Asset Class Investing
Some advisors refer to investment categories, such as stocks and bonds, as asset classes. An asset class is a group of securities that has common risk, performance, and financial characteristics. For example: Common stocks of domestic companies are lumped into a major asset class. Then the class is broken into smaller categories based on capitalization (price x outstanding shares), dividend payment rates, and other financial criteria.
You might invest all of your assets in one asset class if you knew, with a high degree of certainty, that asset class will perform the best in the future. Speculators might put all of their eggs in one basket. Most investors put their eggs in multiple baskets to hedge their risk of being wrong. For example:
- High Risk: You invest 100% of your assets in small capitalization growth stocks and the category suffers severe investment losses. 100% of your assets are impacted by the loss
- Reduced Risk: You invest 10% of your assets in small capitalization growth stocks so 10% of your assets are impacted by the loss
Think of an asset class as a basket of securities. You win if you invest your assets in the right baskets. You lose if you select the wrong baskets.
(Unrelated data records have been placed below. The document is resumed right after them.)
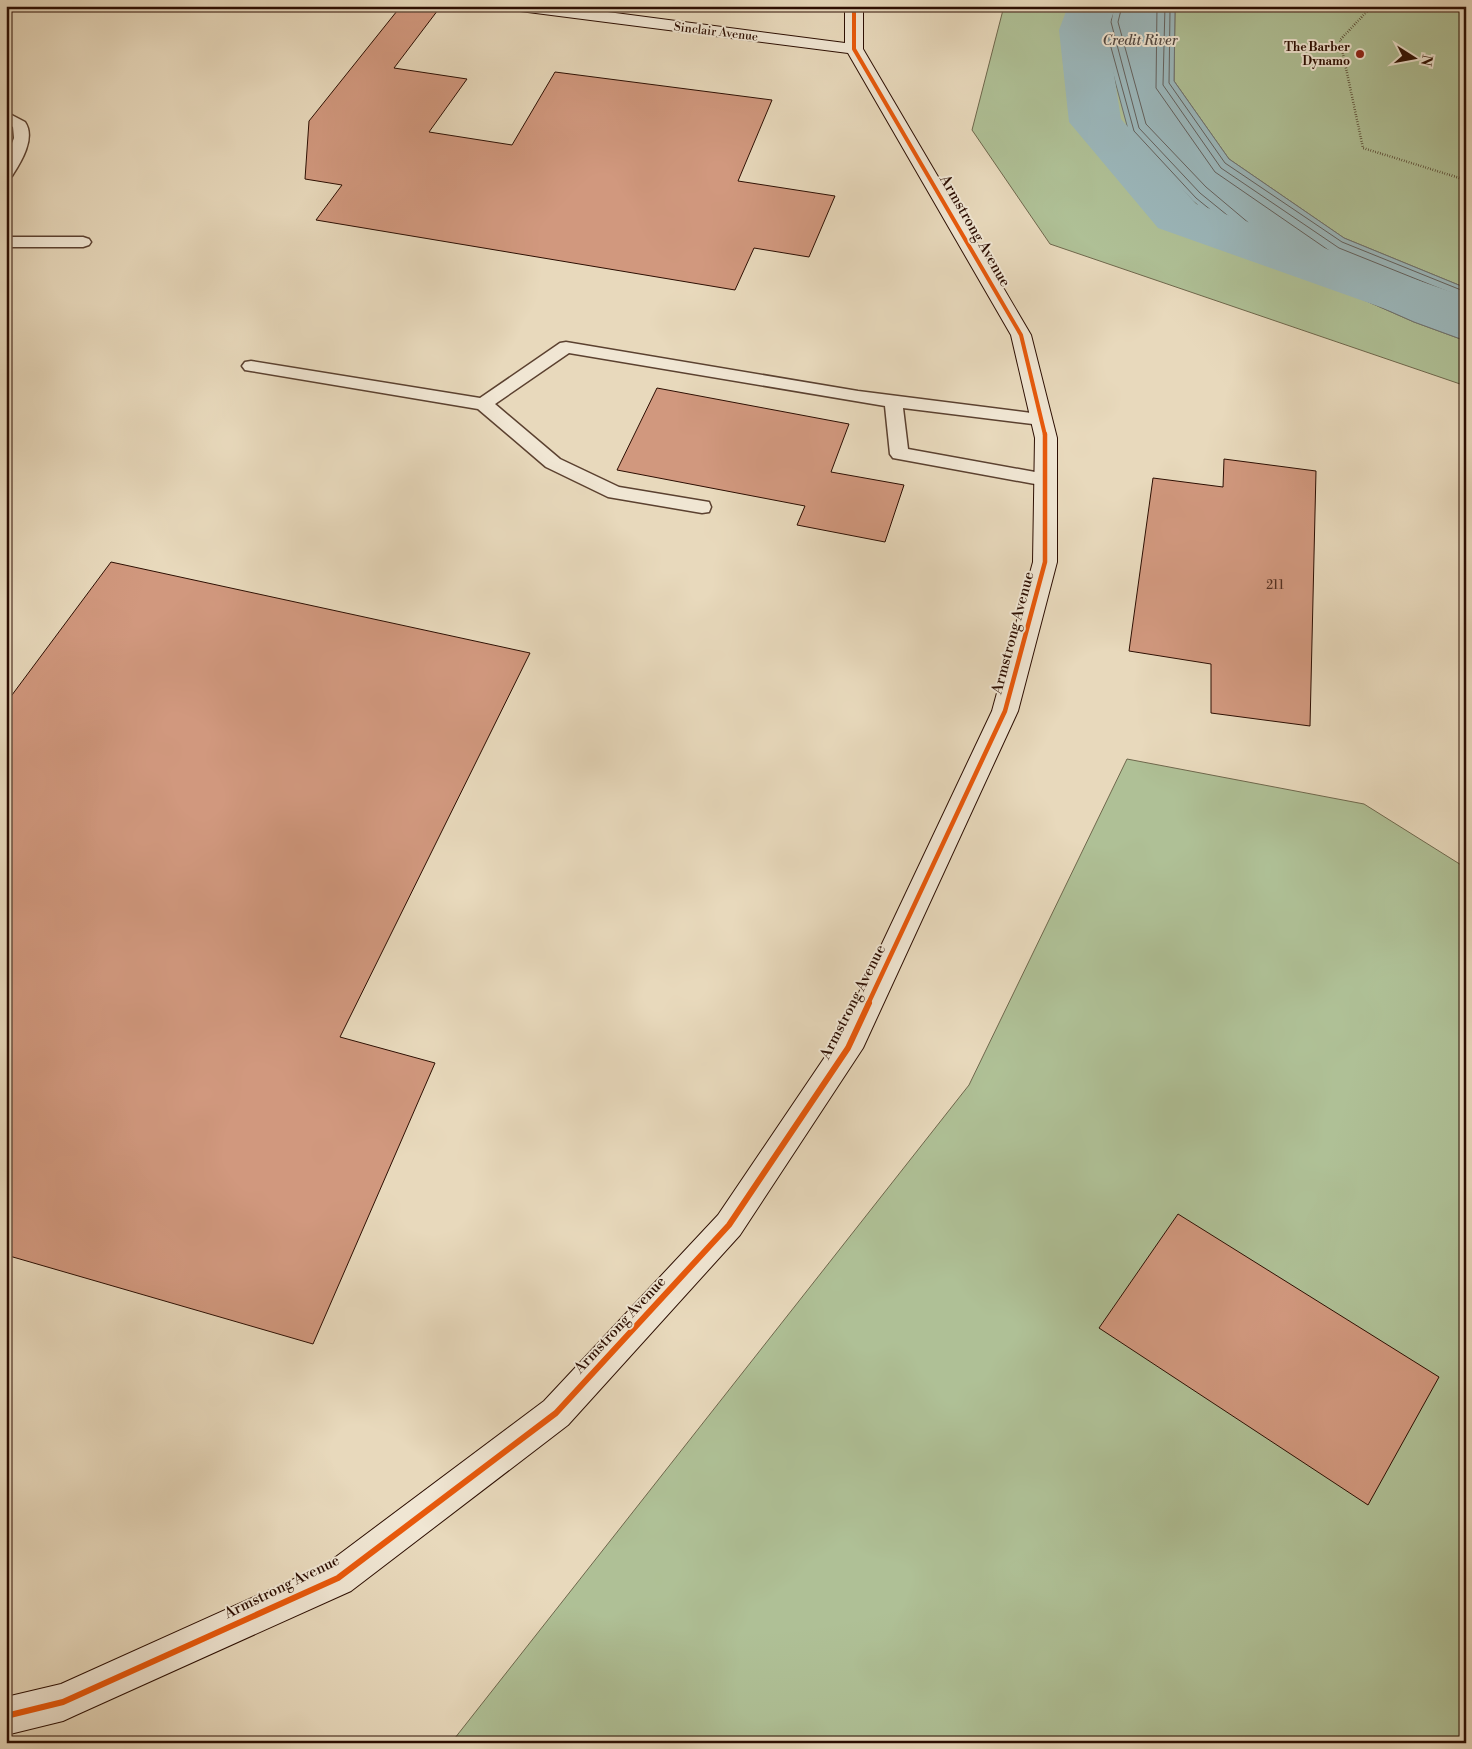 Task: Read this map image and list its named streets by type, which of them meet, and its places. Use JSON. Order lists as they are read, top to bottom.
{
  "streets": {
    "street": ["Sinclair Avenue", "Armstrong Avenue"]
  },
  "crossings": [
    ["Sinclair Avenue", "Armstrong Avenue"]
  ],
  "water": ["Credit River"],
  "places": ["The Barber Dynamo"],
  "house_numbers": ["211"],
  "north": "right"
} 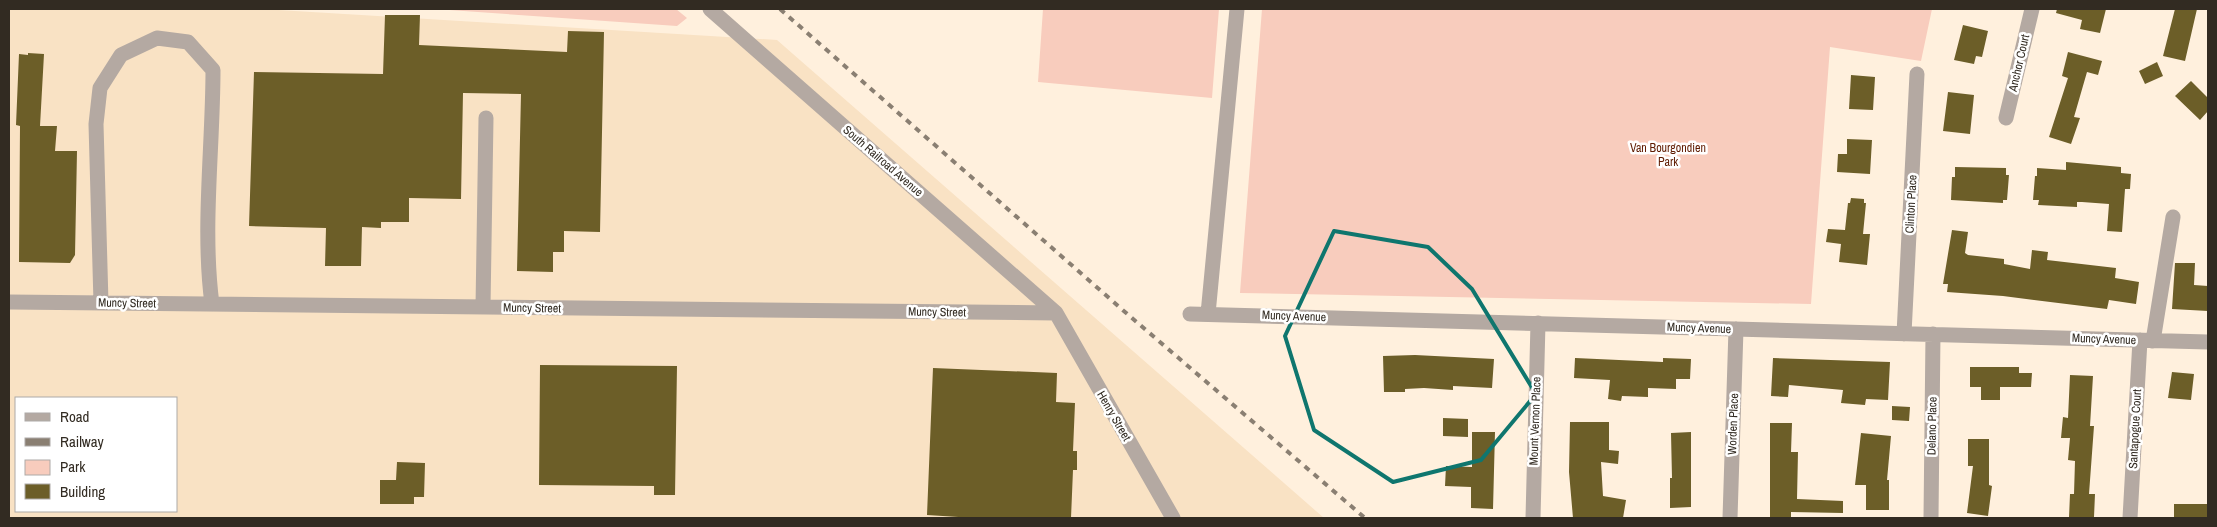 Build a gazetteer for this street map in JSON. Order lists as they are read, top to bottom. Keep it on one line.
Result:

You invest in several baskets (see diversification) because you cannot predict the future performance of particular asset classes. This one investment decision may have more impact on your future performance than any other decision.
Select assets classes that have different performance and risk characteristics. For example, inflation may cause stocks to decrease in value and real estate equity to increase in value. The offsetting performance of stocks and real estate will reduce your financial risk of large losses.